Ukrainian electronics company (e. 1994)

Infomir is a Ukrainian company which produces industrial and consumer electronics, as well as software products. The group of companies covers up to 4% of the global IPTV/OTT set-top box market and supplies products to more than 160 countries.

The main office and production of Infomir are located in Ukraine. The company's contract partner is Jabil Circuit, which has 100 plants in 23 countries.

== History ==

The history of "Infomir" began in 1994 when "Farlep" (the group of companies) was founded, which specialized in providing telephone services and Internet access services. The group included a company that developed and produced telecommunications equipment and software. The products were produced both for Farlep's own needs, and for large customers – "Ukrzaliznytsya" and "Ukrtelecom".

- 2005, "Infomir" was founded.

- 2002 - the company acquired a license for smart electricity meters production.

- 2007 - In October "Infomir" Internet provider started its work.
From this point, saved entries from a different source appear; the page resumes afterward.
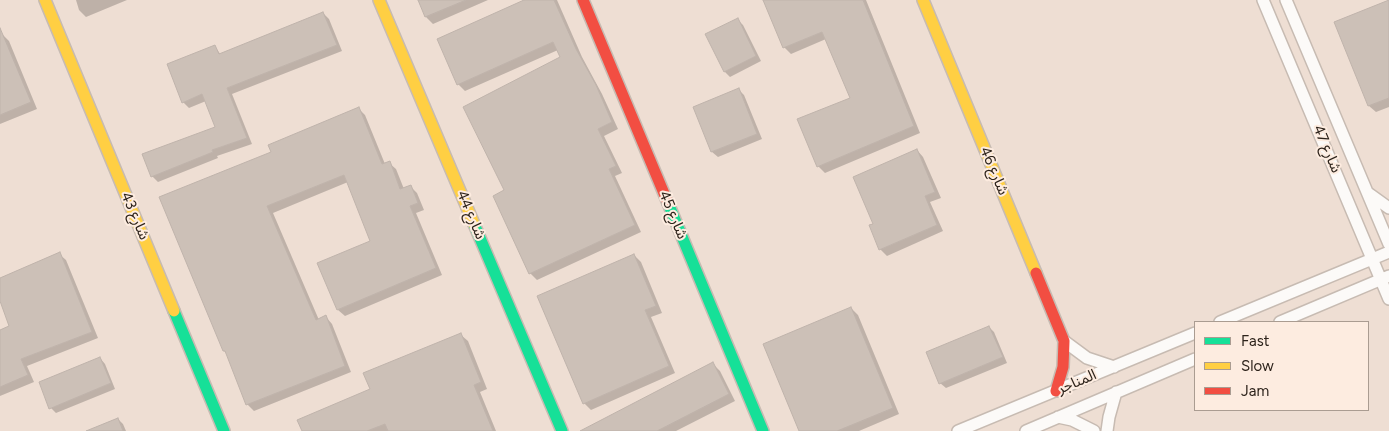 <!DOCTYPE html>
<html>
<head>
<meta charset="utf-8">
<style>
  body { margin:0 }
  #map { position:relative; width:1389px; height:431px; overflow:hidden; background:#eeded3; font-family:Figtree,sans-serif }
  canvas { display:block }
  .legend { position:absolute; left:1194px; top:321px; width:175px; height:90px; box-sizing:border-box; background:#fdece0; border:1px solid #aa9c91; margin:0; padding:6px 9px; list-style:none; font-size:15px; color:#2d231b }
  .legend li { display:flex; align-items:center; gap:10px; height:25px }
  .legend b { width:25px; border:1px solid #aa9c91 }
</style>
</head>
<body>
<div id="map">
<canvas width="1389" height="431"></canvas>
<ul class="legend">
<li><b style="height:6px;background:#16e098"></b>Fast</li>
<li><b style="height:6px;background:#ffcf43"></b>Slow</li>
<li><b style="height:6px;background:#f24e42"></b>Jam</li>
</ul>
</div>
<script>
const ctx = document.querySelector('canvas').getContext('2d');
ctx.lineJoin = 'round';
function fillPath(path, color) {
  ctx.fillStyle = color;
  ctx.fill(path, 'evenodd');
}
function toPath(rows) {
  const path = new Path2D();
  for (const r of rows) {
    path.moveTo(r[0], r[1]);
    for (let i = 2; i < r.length; i += 2) path.lineTo(r[i], r[i + 1]);
  }
  return path;
}
function trace(path, color, width, dash) {
  ctx.strokeStyle = color;
  ctx.lineWidth = width;
  ctx.lineCap = dash ? 'butt' : 'round';
  ctx.setLineDash(dash || []);
  ctx.stroke(path);
}
function drawText(font, color, halo, rows, align = 'center') {
  ctx.font = font + ' Figtree,"Noto Sans Arabic",sans-serif';
  ctx.lineWidth = 4;
  ctx.setLineDash([]);
  ctx.textBaseline = 'middle';
  ctx.strokeStyle = halo;
  ctx.fillStyle = color;
  for (const [text, x, y, turn = 0] of rows) {
    ctx.save();
    ctx.translate(x, y);
    ctx.rotate((+turn || 0) * Math.PI / 180);
    ctx.textAlign = isNaN(turn) ? turn : align;
    if (halo) ctx.strokeText(text, 0, 0);
    ctx.fillText(text, 0, 0);
    ctx.restore();
  }
}
fillPath(toPath([
  [76,0,127,0,86,17,79,10],
  [419,0,488,0,433,24,426,17],
  [527,0,557,0,582,57,602,94,618,129,604,136,622,173,615,176,641,232,537,280,530,273,505,191,562,58,558,50,465,91,458,84],
  [764,0,866,0,920,133,825,173,818,166,851,98,826,39,791,54,784,47],
  [1389,1,1389,107,1376,112,1369,106,1336,23],
  [323,13,329,19,342,51,232,94,252,144,217,156,218,158,158,182,152,176,216,128,206,101,189,108,183,102,215,47,221,55],
  [737,19,743,25,761,61,730,77,725,72,707,35],
  [2,34,9,41,37,109,0,124,0,35],
  [739,90,744,95,762,139,718,157,712,152,695,107],
  [359,109,365,115,385,164,389,163,396,169,404,189,410,186,417,193,424,210,416,213,442,275,345,316,338,310,319,264,372,241,348,182,273,213,319,320,326,317,332,324,351,372,254,411,247,404,228,354,224,351,272,153],
  [917,150,923,157,941,198,930,202,943,231,887,256,880,249],
  [59,254,66,260,98,338,27,366,34,382,0,396,0,331,11,327,0,298,0,279],
  [634,255,641,262,662,313,651,317,675,373,591,410,584,403],
  [851,308,858,315,899,414,859,431,801,431],
  [989,327,994,332,1007,363,946,388,940,383],
  [461,335,468,341,487,389,480,392,496,431,303,431],
  [100,358,105,364,115,389,56,413,51,408],
  [713,364,720,371,735,401,676,431,592,431],
  [118,419,123,424,126,431,88,431]
]), '#0003');
const building = toPath([
  [418,0,466,0,425,17,418,0],
  [524,0,554,0,576,49,596,85,612,122,598,129,616,166,609,169,635,225,529,274,493,196,504,190,463,107,560,57,553,42,457,85,437,39,524,0],
  [763,0,863,0,914,126,817,167,797,119,850,98,822,32,783,48,763,0],
  [1389,0,1389,98,1368,106,1334,22,1389,0],
  [323,12,337,45,227,88,247,138,212,150,213,152,151,177,142,154,215,127,202,94,182,103,167,64,215,45,219,54,323,12],
  [738,18,756,56,724,72,705,34,738,18],
  [0,28,31,102,0,115,0,28],
  [739,88,757,134,711,152,693,107,739,88],
  [359,107,382,164,390,161,400,189,411,185,418,203,410,206,436,268,337,310,317,263,370,241,344,175,267,206,316,320,326,315,345,366,246,405,225,351,223,351,159,197,271,152,268,145,359,107],
  [917,149,935,192,925,196,937,225,879,250,869,225,873,224,853,177,917,149],
  [60,252,92,332,21,359,28,375,0,387,0,330,9,326,0,301,0,278,60,252],
  [634,254,656,306,645,310,669,366,583,404,537,296,634,254],
  [851,307,893,408,837,431,799,431,763,344,851,307],
  [989,326,1003,357,939,384,926,352,989,326],
  [461,333,481,382,474,385,493,431,388,431,385,424,367,431,302,431,297,420,370,389,363,373,461,333],
  [100,357,111,383,49,409,39,382,100,357],
  [713,362,729,394,657,431,580,431,713,362],
  [118,418,123,431,86,431,118,418]
]);
fillPath(building, '#ccc0b7');
trace(building, '#bfb3ab', 1);
const street = toPath([
  [1263,0,1389,299],
  [1286,0,1389,244],
  [1368,193,1389,208],
  [1220,322,1389,252],
  [1280,322,1389,276],
  [1064,341,1087,358,1114,367],
  [1058,417,1072,420,1094,431],
  [958,431,1195,333],
  [1026,431,1195,359],
  [1107,431,1109,417,1116,392]
]);
const fast = toPath([
  [668,203,763,431],
  [474,224,562,431],
  [174,311,224,431]
]);
const slow = toPath([
  [45,0,174,311],
  [379,0,474,224],
  [923,0,1036,273]
]);
const jam = toPath([
  [583,0,668,203],
  [1036,273,1064,341,1063,367,1056,391]
]);
trace(street, '#c7bbb2', 14);
trace(fast, '#c7bbb2', 14);
trace(slow, '#c7bbb2', 14);
trace(jam, '#c7bbb2', 14);
trace(street, '#fcfaf8', 11);
trace(fast, '#16e098', 11);
trace(slow, '#ffcf43', 11);
trace(jam, '#f24e42', 11);
drawText('15px', '#2d231b', '#fdece0', [
  ["شارع 47",1327,149,67],
  ["شارع 46",994,171,67],
  ["شارع 44",471,215,67],
  ["شارع 45",673,215,67],
  ["شارع 43",135,216,67],
  ["المناجر",1077,382,-23]
]);
</script>
</body>
</html>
The company tested equipment and new technologies, studied the reaction of subscribers to new services.

- 2015 - "Infomir" released the first 4K set-top box.

- 2019, "Infomir" released the first 4K set-top box for Android TV.

- 2019 - In January "Infomir" joined the anti-piracy initiative "Clear Sky".

== Awards ==

In August 2012, Stalker Middleware received a prize in the nomination "The Best Domestic Development, presented at EEBC 2012 and expoTEL 2012".

In September 2018, the lighting reconstruction of the bridge connecting Lysychansk and Sievierodonetsk project received the Grand Prix at LED Expo 2018 in Kyiv.

In March 2019, Whooshi, a portable Bluetooth audio amplifier, received the Red Dot Design Award.